Your task is to copy all of the data exactly.

━━ GIVEN INFORMATION ━━

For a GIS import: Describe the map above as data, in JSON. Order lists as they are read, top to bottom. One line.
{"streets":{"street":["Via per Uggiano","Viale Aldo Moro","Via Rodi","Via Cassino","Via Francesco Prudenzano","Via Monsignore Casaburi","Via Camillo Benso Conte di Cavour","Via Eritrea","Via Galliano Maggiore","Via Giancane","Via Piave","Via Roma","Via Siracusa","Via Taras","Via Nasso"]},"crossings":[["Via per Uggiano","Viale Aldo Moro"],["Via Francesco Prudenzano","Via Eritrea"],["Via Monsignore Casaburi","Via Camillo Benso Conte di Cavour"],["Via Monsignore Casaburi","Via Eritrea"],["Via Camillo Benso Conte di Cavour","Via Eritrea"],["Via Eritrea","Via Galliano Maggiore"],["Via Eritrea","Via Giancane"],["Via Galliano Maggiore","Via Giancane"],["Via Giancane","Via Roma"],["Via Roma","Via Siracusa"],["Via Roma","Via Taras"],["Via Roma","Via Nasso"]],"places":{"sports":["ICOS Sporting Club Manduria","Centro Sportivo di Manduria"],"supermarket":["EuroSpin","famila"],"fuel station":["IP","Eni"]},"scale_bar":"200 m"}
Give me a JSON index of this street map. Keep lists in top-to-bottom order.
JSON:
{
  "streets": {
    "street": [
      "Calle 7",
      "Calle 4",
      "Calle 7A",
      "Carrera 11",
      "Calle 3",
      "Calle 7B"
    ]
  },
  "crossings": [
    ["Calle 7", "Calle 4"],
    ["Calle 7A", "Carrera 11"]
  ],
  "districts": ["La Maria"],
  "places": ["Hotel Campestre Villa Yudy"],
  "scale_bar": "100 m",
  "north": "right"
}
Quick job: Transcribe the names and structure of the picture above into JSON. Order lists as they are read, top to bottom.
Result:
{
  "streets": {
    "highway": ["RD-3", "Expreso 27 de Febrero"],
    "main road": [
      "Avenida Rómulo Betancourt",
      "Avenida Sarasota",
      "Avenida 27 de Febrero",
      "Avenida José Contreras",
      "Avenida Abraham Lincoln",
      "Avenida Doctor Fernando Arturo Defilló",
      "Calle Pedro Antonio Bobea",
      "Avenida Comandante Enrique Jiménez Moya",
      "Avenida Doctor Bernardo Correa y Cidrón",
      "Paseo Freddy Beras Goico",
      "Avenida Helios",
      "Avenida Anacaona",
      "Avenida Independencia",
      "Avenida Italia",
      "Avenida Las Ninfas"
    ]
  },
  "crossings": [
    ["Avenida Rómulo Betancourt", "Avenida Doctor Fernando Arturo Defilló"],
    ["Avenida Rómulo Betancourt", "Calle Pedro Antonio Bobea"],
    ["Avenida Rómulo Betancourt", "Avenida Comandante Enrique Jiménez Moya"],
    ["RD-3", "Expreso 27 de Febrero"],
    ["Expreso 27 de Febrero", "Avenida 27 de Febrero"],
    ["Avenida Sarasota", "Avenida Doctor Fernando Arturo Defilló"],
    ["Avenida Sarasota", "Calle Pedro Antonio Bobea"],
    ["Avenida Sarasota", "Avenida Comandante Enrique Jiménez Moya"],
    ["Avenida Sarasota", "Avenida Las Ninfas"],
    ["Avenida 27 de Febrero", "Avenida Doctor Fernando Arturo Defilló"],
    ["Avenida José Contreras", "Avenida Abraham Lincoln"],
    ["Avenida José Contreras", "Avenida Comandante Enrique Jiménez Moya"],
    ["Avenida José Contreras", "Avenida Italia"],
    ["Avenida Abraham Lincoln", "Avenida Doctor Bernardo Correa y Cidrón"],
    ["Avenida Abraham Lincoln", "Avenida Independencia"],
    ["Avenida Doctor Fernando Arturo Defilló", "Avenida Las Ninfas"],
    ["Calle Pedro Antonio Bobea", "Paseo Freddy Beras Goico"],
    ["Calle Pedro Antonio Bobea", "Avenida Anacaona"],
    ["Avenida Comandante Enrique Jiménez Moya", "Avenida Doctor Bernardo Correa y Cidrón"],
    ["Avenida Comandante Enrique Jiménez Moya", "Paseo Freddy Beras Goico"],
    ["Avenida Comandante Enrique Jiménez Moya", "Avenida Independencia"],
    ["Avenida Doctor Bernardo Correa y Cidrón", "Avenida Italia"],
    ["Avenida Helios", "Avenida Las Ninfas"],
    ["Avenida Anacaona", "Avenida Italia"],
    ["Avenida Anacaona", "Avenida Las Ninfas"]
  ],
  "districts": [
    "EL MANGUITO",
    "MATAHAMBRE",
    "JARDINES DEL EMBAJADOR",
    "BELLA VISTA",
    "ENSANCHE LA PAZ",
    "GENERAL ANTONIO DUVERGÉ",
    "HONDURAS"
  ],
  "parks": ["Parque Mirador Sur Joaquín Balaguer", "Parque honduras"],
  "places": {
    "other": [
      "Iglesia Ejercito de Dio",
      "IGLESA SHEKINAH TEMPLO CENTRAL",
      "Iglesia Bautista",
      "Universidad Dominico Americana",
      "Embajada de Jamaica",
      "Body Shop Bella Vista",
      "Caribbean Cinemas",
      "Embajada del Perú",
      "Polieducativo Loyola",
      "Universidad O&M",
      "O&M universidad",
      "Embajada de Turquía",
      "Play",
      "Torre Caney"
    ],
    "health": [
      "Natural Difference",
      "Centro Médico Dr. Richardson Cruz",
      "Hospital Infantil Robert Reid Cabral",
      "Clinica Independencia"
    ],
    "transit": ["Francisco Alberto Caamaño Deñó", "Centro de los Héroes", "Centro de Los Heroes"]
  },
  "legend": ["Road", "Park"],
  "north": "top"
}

━━━

• _PROBLEM SOLUTION_:
For a GIS import: Describe the map above as data, in JSON. Order lists as they are read, top to bottom. One line.
{"streets":{"street":["Via per Uggiano","Viale Aldo Moro","Via Rodi","Via Cassino","Via Francesco Prudenzano","Via Monsignore Casaburi","Via Camillo Benso Conte di Cavour","Via Eritrea","Via Galliano Maggiore","Via Giancane","Via Piave","Via Roma","Via Siracusa","Via Taras","Via Nasso"]},"crossings":[["Via per Uggiano","Viale Aldo Moro"],["Via Francesco Prudenzano","Via Eritrea"],["Via Monsignore Casaburi","Via Camillo Benso Conte di Cavour"],["Via Monsignore Casaburi","Via Eritrea"],["Via Camillo Benso Conte di Cavour","Via Eritrea"],["Via Eritrea","Via Galliano Maggiore"],["Via Eritrea","Via Giancane"],["Via Galliano Maggiore","Via Giancane"],["Via Giancane","Via Roma"],["Via Roma","Via Siracusa"],["Via Roma","Via Taras"],["Via Roma","Via Nasso"]],"places":{"sports":["ICOS Sporting Club Manduria","Centro Sportivo di Manduria"],"supermarket":["EuroSpin","famila"],"fuel station":["IP","Eni"]},"scale_bar":"200 m"}
Give me a JSON index of this street map. Keep lists in top-to-bottom order.
JSON:
{
  "streets": {
    "street": [
      "Calle 7",
      "Calle 4",
      "Calle 7A",
      "Carrera 11",
      "Calle 3",
      "Calle 7B"
    ]
  },
  "crossings": [
    ["Calle 7", "Calle 4"],
    ["Calle 7A", "Carrera 11"]
  ],
  "districts": ["La Maria"],
  "places": ["Hotel Campestre Villa Yudy"],
  "scale_bar": "100 m",
  "north": "right"
}
Quick job: Transcribe the names and structure of the picture above into JSON. Order lists as they are read, top to bottom.
Result:
{
  "streets": {
    "highway": ["RD-3", "Expreso 27 de Febrero"],
    "main road": [
      "Avenida Rómulo Betancourt",
      "Avenida Sarasota",
      "Avenida 27 de Febrero",
      "Avenida José Contreras",
      "Avenida Abraham Lincoln",
      "Avenida Doctor Fernando Arturo Defilló",
      "Calle Pedro Antonio Bobea",
      "Avenida Comandante Enrique Jiménez Moya",
      "Avenida Doctor Bernardo Correa y Cidrón",
      "Paseo Freddy Beras Goico",
      "Avenida Helios",
      "Avenida Anacaona",
      "Avenida Independencia",
      "Avenida Italia",
      "Avenida Las Ninfas"
    ]
  },
  "crossings": [
    ["Avenida Rómulo Betancourt", "Avenida Doctor Fernando Arturo Defilló"],
    ["Avenida Rómulo Betancourt", "Calle Pedro Antonio Bobea"],
    ["Avenida Rómulo Betancourt", "Avenida Comandante Enrique Jiménez Moya"],
    ["RD-3", "Expreso 27 de Febrero"],
    ["Expreso 27 de Febrero", "Avenida 27 de Febrero"],
    ["Avenida Sarasota", "Avenida Doctor Fernando Arturo Defilló"],
    ["Avenida Sarasota", "Calle Pedro Antonio Bobea"],
    ["Avenida Sarasota", "Avenida Comandante Enrique Jiménez Moya"],
    ["Avenida Sarasota", "Avenida Las Ninfas"],
    ["Avenida 27 de Febrero", "Avenida Doctor Fernando Arturo Defilló"],
    ["Avenida José Contreras", "Avenida Abraham Lincoln"],
    ["Avenida José Contreras", "Avenida Comandante Enrique Jiménez Moya"],
    ["Avenida José Contreras", "Avenida Italia"],
    ["Avenida Abraham Lincoln", "Avenida Doctor Bernardo Correa y Cidrón"],
    ["Avenida Abraham Lincoln", "Avenida Independencia"],
    ["Avenida Doctor Fernando Arturo Defilló", "Avenida Las Ninfas"],
    ["Calle Pedro Antonio Bobea", "Paseo Freddy Beras Goico"],
    ["Calle Pedro Antonio Bobea", "Avenida Anacaona"],
    ["Avenida Comandante Enrique Jiménez Moya", "Avenida Doctor Bernardo Correa y Cidrón"],
    ["Avenida Comandante Enrique Jiménez Moya", "Paseo Freddy Beras Goico"],
    ["Avenida Comandante Enrique Jiménez Moya", "Avenida Independencia"],
    ["Avenida Doctor Bernardo Correa y Cidrón", "Avenida Italia"],
    ["Avenida Helios", "Avenida Las Ninfas"],
    ["Avenida Anacaona", "Avenida Italia"],
    ["Avenida Anacaona", "Avenida Las Ninfas"]
  ],
  "districts": [
    "EL MANGUITO",
    "MATAHAMBRE",
    "JARDINES DEL EMBAJADOR",
    "BELLA VISTA",
    "ENSANCHE LA PAZ",
    "GENERAL ANTONIO DUVERGÉ",
    "HONDURAS"
  ],
  "parks": ["Parque Mirador Sur Joaquín Balaguer", "Parque honduras"],
  "places": {
    "other": [
      "Iglesia Ejercito de Dio",
      "IGLESA SHEKINAH TEMPLO CENTRAL",
      "Iglesia Bautista",
      "Universidad Dominico Americana",
      "Embajada de Jamaica",
      "Body Shop Bella Vista",
      "Caribbean Cinemas",
      "Embajada del Perú",
      "Polieducativo Loyola",
      "Universidad O&M",
      "O&M universidad",
      "Embajada de Turquía",
      "Play",
      "Torre Caney"
    ],
    "health": [
      "Natural Difference",
      "Centro Médico Dr. Richardson Cruz",
      "Hospital Infantil Robert Reid Cabral",
      "Clinica Independencia"
    ],
    "transit": ["Francisco Alberto Caamaño Deñó", "Centro de los Héroes", "Centro de Los Heroes"]
  },
  "legend": ["Road", "Park"],
  "north": "top"
}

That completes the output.